Teams will come from Indiana, West Virginia and throughout Ohio to test their robot skills.
The CORI Robotics Invitational will bring 32 teams, including Dublin's own FIRST Robotics team Bad Robots, to Coffman High School June 21.
Bad Robots, consisting of students from Dublin's three high schools, has already competed in the state contest in Dayton and FIRST World Championship in St. Louis, but the CORI Invitational gives them another chance to use the robot they worked hard on.
"We really try to create an off-season event for robotics teams that allows them to engage new students that will be coming onto the team to get more experience with the robot," said Kathy Gerber, an event organizer.
"These teams spend a lot of time and money to put the robots together and we wanted to provide a low-cost way they can have a competition and expand their skills with robotics."
Teams put the robots together in January and have a fairly short season of one to three competitions.
"They build the robots in six weeks and some of the teams are there six or seven days a week working on the robots multiple hours," Gerber said.
"After doing that they go to one competition or maybe two. We want to extend that season and experience for those students."
CORI, the Central Ohio Robotics Initiative, also uses the invitational for recruiting.
"The key thing is this is open to the public and they can watch the competition and go into the pit area to see the kids working on robots and ask students questions," Gerber said.
"If people are interested in being on a team or creating a team, we want to talk to them. One of the key things CORI is all about is providing support tools for teams to get started and to get students excited about robotics."
The June 21 contest will also show off other FIRST robotics opportunities.
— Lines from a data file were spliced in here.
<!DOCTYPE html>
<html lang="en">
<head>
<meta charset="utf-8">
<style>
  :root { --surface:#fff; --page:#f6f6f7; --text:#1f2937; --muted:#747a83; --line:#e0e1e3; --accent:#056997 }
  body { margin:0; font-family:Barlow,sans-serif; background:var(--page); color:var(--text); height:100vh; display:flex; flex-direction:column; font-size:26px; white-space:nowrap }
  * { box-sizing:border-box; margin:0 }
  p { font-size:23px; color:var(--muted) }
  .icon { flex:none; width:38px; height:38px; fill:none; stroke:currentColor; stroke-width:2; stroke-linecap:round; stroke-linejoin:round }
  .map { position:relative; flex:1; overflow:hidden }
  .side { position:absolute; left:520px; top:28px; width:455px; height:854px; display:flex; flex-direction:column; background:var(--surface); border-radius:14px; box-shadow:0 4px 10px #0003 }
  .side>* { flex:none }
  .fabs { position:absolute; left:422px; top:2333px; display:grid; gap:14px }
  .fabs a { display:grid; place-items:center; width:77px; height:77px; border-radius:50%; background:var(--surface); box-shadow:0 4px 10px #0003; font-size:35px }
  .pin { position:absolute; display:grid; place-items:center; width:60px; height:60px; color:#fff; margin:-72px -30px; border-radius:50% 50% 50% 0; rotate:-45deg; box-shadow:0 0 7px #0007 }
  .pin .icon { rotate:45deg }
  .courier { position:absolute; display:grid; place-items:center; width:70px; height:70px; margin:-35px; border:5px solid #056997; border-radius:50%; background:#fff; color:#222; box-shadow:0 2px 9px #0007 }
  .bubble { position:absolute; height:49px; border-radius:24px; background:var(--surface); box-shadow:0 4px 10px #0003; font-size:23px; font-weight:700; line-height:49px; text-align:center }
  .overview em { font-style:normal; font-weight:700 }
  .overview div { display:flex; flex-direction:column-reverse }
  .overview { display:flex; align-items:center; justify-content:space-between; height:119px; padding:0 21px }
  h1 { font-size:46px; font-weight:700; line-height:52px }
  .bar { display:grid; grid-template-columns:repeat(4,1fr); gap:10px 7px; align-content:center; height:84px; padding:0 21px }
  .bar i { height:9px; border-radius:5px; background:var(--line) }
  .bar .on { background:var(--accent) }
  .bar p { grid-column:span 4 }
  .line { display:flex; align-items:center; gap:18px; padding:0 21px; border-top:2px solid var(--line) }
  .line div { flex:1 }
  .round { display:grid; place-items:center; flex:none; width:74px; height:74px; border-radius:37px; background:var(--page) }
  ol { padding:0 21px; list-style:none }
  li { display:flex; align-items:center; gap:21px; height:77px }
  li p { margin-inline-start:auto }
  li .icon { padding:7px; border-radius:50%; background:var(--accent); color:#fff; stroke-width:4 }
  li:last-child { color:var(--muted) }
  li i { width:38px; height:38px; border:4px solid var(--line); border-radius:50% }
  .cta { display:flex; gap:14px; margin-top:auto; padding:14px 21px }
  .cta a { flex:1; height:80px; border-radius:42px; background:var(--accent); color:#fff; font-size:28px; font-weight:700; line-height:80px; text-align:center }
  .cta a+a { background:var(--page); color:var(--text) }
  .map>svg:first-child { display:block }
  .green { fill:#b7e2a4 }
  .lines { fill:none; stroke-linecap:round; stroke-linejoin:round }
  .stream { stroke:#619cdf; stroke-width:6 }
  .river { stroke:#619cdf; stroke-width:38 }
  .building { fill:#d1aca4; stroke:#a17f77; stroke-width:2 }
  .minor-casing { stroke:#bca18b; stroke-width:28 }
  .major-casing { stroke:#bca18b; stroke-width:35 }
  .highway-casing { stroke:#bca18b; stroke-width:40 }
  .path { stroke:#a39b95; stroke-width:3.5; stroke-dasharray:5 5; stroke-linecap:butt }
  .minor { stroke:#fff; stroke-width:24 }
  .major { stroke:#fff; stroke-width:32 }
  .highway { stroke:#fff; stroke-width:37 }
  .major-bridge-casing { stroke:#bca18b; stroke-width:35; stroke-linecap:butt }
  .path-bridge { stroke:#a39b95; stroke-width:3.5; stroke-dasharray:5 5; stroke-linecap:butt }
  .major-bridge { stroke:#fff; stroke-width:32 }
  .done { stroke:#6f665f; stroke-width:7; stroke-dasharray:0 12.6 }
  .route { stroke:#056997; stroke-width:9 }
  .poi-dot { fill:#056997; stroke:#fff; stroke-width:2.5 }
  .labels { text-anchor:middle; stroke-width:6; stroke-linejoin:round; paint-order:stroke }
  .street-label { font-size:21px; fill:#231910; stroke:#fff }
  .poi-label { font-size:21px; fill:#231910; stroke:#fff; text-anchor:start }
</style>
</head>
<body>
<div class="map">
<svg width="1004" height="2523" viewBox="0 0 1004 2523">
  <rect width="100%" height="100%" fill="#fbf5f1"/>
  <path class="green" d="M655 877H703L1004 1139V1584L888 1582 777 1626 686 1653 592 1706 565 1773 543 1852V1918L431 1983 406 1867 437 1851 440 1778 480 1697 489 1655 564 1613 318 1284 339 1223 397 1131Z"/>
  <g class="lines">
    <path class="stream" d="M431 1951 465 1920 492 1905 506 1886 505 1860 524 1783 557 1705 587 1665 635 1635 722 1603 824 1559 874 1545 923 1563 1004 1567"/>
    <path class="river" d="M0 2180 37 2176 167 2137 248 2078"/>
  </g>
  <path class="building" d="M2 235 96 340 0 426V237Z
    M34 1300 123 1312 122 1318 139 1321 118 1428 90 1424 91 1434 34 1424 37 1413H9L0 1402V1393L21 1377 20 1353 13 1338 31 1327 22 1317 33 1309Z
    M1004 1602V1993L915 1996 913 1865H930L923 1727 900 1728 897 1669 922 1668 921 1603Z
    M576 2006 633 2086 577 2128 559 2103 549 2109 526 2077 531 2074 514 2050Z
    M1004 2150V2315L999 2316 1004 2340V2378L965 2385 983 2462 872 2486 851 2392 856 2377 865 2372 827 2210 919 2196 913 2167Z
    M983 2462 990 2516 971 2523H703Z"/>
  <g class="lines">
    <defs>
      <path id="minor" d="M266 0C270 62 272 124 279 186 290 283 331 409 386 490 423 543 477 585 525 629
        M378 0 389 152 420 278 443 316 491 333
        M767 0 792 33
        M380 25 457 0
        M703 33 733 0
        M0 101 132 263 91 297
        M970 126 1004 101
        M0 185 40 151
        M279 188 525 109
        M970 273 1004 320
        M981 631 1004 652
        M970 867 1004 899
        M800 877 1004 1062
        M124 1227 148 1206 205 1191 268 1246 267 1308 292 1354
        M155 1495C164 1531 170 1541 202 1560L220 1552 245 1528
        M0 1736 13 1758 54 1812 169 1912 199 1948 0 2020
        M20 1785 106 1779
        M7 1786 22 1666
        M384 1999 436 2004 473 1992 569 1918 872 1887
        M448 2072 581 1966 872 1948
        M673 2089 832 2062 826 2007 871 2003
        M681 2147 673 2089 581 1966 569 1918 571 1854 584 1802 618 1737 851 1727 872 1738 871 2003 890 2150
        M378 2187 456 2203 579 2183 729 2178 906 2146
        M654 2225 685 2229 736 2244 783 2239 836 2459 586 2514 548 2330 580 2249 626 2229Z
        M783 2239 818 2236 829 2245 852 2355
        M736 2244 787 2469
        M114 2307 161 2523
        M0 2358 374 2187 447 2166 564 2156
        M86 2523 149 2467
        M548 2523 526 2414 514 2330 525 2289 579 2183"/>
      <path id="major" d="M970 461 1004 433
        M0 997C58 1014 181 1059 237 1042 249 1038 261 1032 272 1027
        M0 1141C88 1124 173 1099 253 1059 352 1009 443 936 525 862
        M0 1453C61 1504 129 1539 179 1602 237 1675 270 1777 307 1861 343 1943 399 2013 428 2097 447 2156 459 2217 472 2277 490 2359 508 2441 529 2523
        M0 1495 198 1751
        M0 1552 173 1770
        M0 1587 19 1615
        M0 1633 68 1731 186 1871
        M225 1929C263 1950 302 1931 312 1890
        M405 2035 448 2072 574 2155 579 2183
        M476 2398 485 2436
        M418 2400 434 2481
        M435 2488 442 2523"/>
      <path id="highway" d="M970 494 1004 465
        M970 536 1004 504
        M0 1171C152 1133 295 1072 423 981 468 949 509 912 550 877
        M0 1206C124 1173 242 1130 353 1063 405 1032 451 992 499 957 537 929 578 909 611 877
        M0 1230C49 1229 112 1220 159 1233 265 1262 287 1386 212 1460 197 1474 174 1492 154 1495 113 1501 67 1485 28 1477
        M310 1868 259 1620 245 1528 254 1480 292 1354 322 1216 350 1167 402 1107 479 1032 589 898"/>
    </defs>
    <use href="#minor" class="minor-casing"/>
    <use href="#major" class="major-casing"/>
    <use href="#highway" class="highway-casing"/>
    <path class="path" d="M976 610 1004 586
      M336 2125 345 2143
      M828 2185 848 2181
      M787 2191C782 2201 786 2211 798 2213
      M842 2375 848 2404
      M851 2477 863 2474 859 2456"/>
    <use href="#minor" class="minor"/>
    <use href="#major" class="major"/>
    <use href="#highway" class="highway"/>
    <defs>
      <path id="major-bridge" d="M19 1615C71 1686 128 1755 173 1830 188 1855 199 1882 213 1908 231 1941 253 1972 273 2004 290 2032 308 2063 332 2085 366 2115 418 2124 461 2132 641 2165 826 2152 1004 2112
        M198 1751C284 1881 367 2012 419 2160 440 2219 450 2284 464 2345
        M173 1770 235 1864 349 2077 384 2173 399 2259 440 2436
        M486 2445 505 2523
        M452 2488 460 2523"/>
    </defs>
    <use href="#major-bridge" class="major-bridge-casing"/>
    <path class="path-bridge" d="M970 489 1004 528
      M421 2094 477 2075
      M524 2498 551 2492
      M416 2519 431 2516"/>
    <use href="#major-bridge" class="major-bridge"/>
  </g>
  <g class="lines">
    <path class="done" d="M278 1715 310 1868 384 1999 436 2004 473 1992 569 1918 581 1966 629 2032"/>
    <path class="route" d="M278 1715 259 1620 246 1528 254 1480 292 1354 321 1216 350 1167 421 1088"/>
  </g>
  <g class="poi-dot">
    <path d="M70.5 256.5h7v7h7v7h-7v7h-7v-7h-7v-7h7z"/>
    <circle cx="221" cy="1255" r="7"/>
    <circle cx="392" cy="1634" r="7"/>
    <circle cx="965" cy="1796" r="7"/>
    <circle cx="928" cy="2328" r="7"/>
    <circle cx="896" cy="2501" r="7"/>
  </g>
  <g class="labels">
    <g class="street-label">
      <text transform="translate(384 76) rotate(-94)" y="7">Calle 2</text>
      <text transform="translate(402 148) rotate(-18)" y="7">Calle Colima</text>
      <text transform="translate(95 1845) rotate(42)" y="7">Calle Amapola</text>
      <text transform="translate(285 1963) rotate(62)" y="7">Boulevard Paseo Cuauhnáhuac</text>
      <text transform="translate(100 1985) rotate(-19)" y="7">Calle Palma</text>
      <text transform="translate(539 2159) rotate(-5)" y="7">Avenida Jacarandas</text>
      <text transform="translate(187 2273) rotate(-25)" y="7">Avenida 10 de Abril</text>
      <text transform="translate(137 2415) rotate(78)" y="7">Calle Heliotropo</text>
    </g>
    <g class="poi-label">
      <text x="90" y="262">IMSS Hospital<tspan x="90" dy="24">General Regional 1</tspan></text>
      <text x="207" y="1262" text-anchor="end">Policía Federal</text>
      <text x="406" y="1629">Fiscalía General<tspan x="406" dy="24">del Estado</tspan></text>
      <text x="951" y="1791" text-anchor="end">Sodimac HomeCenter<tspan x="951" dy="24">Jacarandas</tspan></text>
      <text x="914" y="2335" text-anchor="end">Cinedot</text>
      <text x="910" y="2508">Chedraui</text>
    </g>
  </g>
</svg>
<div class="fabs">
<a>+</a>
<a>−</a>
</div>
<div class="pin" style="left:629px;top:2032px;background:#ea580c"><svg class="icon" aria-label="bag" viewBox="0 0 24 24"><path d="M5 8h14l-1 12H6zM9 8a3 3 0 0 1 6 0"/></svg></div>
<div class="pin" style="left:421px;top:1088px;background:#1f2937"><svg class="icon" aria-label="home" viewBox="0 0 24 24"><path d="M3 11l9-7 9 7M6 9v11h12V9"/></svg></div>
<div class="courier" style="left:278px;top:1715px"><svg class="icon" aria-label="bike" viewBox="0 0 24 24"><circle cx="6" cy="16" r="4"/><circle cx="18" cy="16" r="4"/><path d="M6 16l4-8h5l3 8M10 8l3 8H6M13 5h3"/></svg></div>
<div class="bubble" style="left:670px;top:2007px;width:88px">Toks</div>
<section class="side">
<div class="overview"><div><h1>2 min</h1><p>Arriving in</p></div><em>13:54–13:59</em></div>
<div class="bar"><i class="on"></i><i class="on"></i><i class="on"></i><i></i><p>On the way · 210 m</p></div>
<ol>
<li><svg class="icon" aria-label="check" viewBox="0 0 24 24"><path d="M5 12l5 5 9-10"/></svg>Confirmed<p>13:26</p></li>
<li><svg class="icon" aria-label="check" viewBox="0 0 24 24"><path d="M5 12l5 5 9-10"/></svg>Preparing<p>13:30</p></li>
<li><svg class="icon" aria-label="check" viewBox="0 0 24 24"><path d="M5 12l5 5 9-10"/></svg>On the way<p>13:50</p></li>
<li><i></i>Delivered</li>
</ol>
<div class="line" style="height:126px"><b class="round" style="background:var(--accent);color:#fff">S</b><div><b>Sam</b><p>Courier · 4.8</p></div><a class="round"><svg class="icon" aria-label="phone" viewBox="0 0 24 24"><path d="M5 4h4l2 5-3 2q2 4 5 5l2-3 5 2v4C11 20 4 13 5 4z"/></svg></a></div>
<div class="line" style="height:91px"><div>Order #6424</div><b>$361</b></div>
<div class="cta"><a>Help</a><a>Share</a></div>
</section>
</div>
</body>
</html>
"We're also having exhibits for the FIRST Lego League (for middle and elementary students) as well as the FIRST Tech Challenge Robotics (for young high school students)," Gerber said.
"Someone coming can see big 120-pound robots and also the FIRST Lego League robots and mid-size robots from the FIRST Tech Challenge program."
The robots people can see in action on June 21 at Coffman High School are the 120-pound robots.
This year's challenge has each robot working with two other teams to score points with upper and lower goals using a two-foot exercise ball.
Teams can also earn points by assisting alliance robots on the field, throwing a ball and passing between robots. Robots can also block shots from opposing teams on the field.
"The game is really focused on cooperating," Gerber said.
The opening ceremony for the CORI Invitational is slated for 10 a.m. with awards set at 5 p.m. at Coffman High School, 6780 Coffman Road. Robotics team pits open at 8 a.m. with practice sessions starting at 9 a.m.
The event is free and open to the public.